I want to prove this last assertion. Here's my work:
Call ${\bf x}(u,v) = (x(u,v),y(u,v),z(u,v))$ and $\overline{{\bf x}}(\overline{u},\overline{v}) = (x(\overline{u},\bar{v}),y(\bar{u},\bar{v}),z(\bar{u},\bar{v}))$. Fix $(\bar{u}_0,\bar{v}_0) \in \overline{{\bf x}}^{-1}(W)$, and write $(u_0,v_0) = {\bf x}^{-1}\circ \overline{{\bf x}}(\bar{u}_0,\bar{v}_0)$.
Since ${\bf x}$ is regular, suppose WLOG that: $$\frac{\partial(x,y)}{\partial(u,v)}(u_0,v_0) \neq 0.$$ Consider $\varphi: {\bf x}^{-1}(W) \subset \Bbb R^2 \to \Bbb R^2$ given by $\varphi(u,v) = (x(u,v),y(u,v))$. Then: $$\det({\rm d}\varphi_{(u_0,v_0)}) = \frac{\partial(x,y)}{\partial(u,v)}(u_0,v_0) \neq 0,$$ and by the inverse function theorem, exists $V \subset {\bf x}^{-1}(W)$ open containing $(u_0,v_0)$, such that $\varphi^{-1}: \varphi(V) \to V$ exists and is differentiable. We can write: $$\varphi^{-1}(x,y) = (u(x,y),v(x,y)).$$
Let $\pi: \Bbb R^3 \to \Bbb R^2$ be the projection in the first two components. It is differentiable. Hence:
$$\begin{align*} \varphi^{-1} \circ \pi \circ \overline{{\bf x}}(\bar{u},\bar{v}) &= \varphi^{-1}\circ \pi ((x(\overline{u},\bar{v}),y(\bar{u},\bar{v}),z(\bar{u},\bar{v}))) \\ \varphi^{-1} \circ \pi \circ \overline{{\bf x}}(\bar{u},\bar{v}) &= \varphi^{-1} ((x(\overline{u},\bar{v}),y(\bar{u},\bar{v})) \\ \varphi^{-1} \circ \pi \circ \overline{{\bf x}}(\bar{u},\bar{v}) &= (u(x(\overline{u},\bar{v}),y(\bar{u},\bar{v})),v(x(\overline{u},\bar{v}),y(\bar{u},\bar{v}))) \\ \varphi^{-1} \circ \pi \circ \overline{{\bf x}}(\bar{u},\bar{v}) &= {\bf x}^{-1}\circ \overline{\bf x}(\bar{u},\bar{v}) \end{align*} $$
This way, $\varphi^{-1} \circ \pi \circ \overline{{\bf x}}= {\bf x}^{-1}\circ \overline{\bf x}$, and the result follows because the change of parameters is a composition of differentiable functions. So it is differentiable in a neighboorhood of $(\bar{u}_0,\bar{v}_0)$. But even this point was arbitrary.
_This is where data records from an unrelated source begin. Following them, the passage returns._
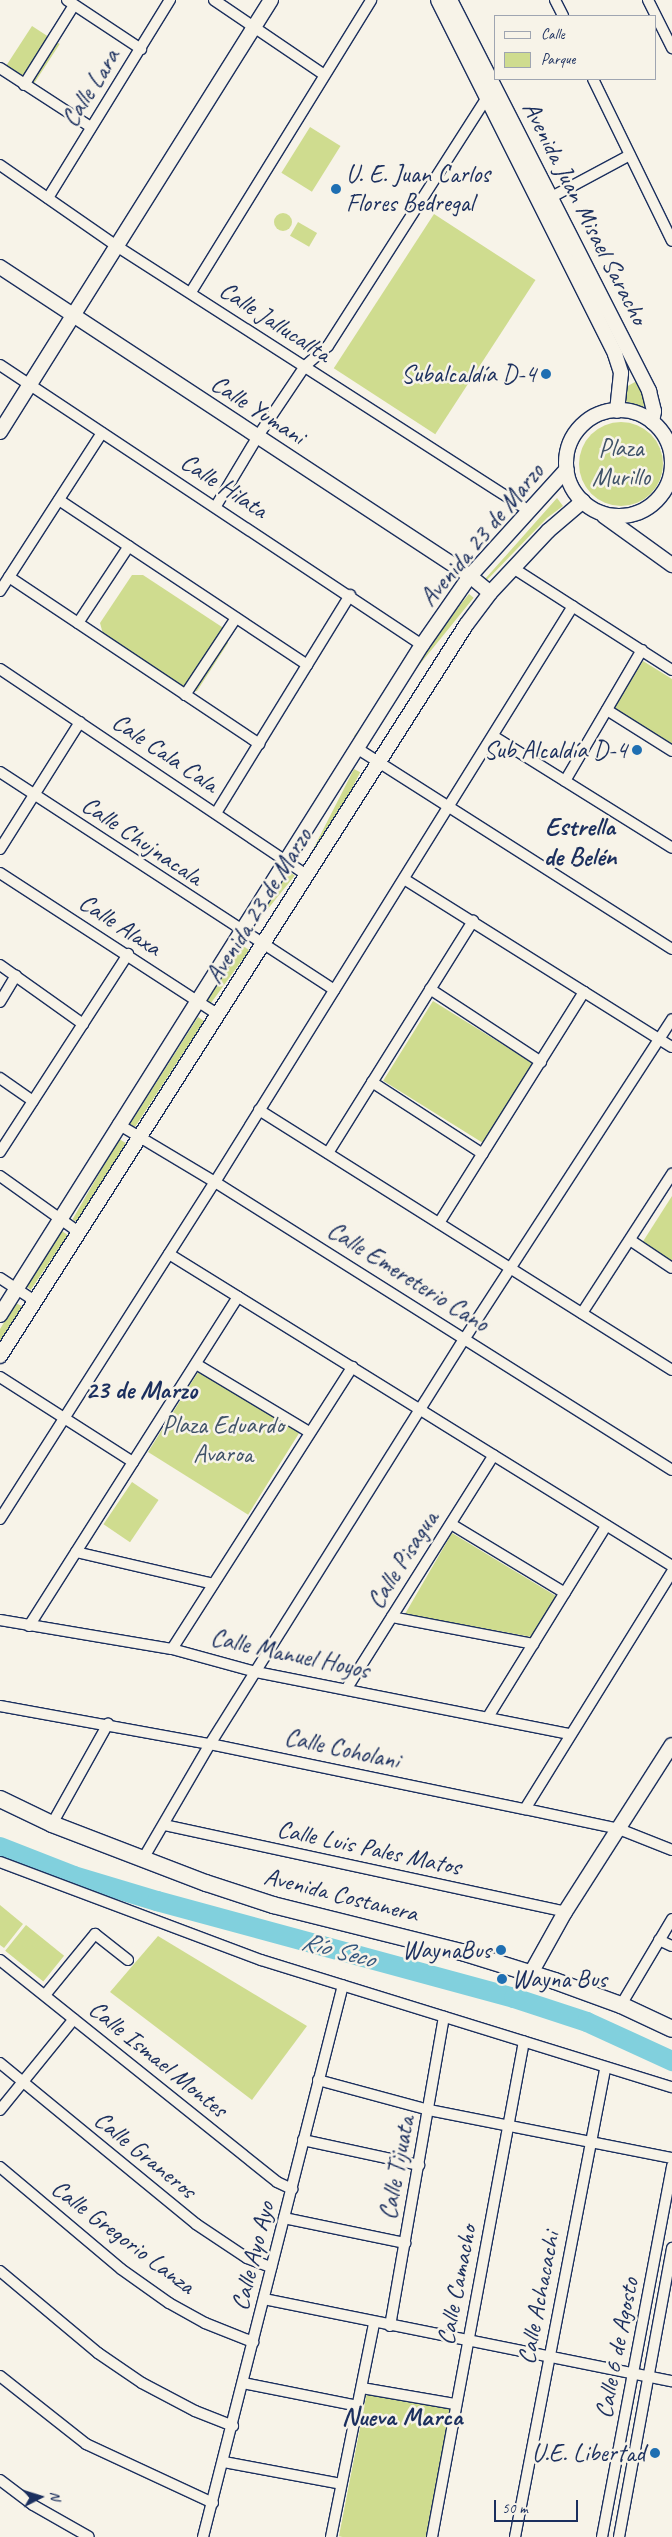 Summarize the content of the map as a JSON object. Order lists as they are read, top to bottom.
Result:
{
  "streets": {
    "main road": ["Avenida Costanera"],
    "street": [
      "Calle Lara",
      "Avenida Juan Misael Saracho",
      "Calle Jallucallta",
      "Calle Yumani",
      "Calle Hilata",
      "Avenida 23 de Marzo",
      "Cale Cala Cala",
      "Calle Chujnacala",
      "Calle Alaxa",
      "Calle Emereterio Cano",
      "Calle Pisagua",
      "Calle Manuel Hoyos",
      "Calle Coholani",
      "Calle Luis Pales Matos",
      "Calle Ismael Montes",
      "Calle Graneros",
      "Calle Tijuata",
      "Calle Gregorio Lanza",
      "Calle Ayo Ayo",
      "Calle Camacho",
      "Calle Achacachi",
      "Calle 6 de Agosto"
    ]
  },
  "crossings": [
    ["Calle Lara", "Calle Jallucallta"],
    ["Avenida Juan Misael Saracho", "Avenida 23 de Marzo"],
    ["Calle Jallucallta", "Avenida 23 de Marzo"],
    ["Calle Yumani", "Avenida 23 de Marzo"],
    ["Calle Hilata", "Avenida 23 de Marzo"],
    ["Avenida 23 de Marzo", "Cale Cala Cala"],
    ["Avenida 23 de Marzo", "Calle Chujnacala"],
    ["Avenida 23 de Marzo", "Calle Alaxa"],
    ["Avenida 23 de Marzo", "Calle Emereterio Cano"],
    ["Calle Pisagua", "Calle Manuel Hoyos"],
    ["Calle Ismael Montes", "Calle Ayo Ayo"],
    ["Calle Graneros", "Calle Ayo Ayo"],
    ["Calle Gregorio Lanza", "Calle Ayo Ayo"]
  ],
  "districts": ["Estrella de Belén", "23 de Marzo", "Nueva Marca"],
  "water": ["Río Seco"],
  "parks": ["Plaza Murillo", "Plaza Eduardo Avaroa"],
  "places": [
    "U. E. Juan Carlos Flores Bedregal",
    "Subalcaldía D-4",
    "Sub Alcaldía D-4",
    "WaynaBus",
    "Wayna Bus",
    "U.E. Libertad"
  ],
  "legend": ["Calle", "Parque"],
  "scale_bar": "50 m",
  "north": "right"
}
I'm not used to using the inverse and implicit function theorems, so I appreciate any feedback you guys have. Please see if there is anything wrong with my proof. This is the main issue. If there is nothing wrong, I also welcome easier, alternative proofs. I know that I can just open some books and go after it, but I think it is more instructive to see comments and remarks from people here (and it might be helpful for anyone reading this, also).
Thanks!
You used the same name for the coordinate functions of both $\bf\bar x$ and $\bf x$, so the rest of the proof is not clear for me. Try to fix it, I will edit this answer after that. :)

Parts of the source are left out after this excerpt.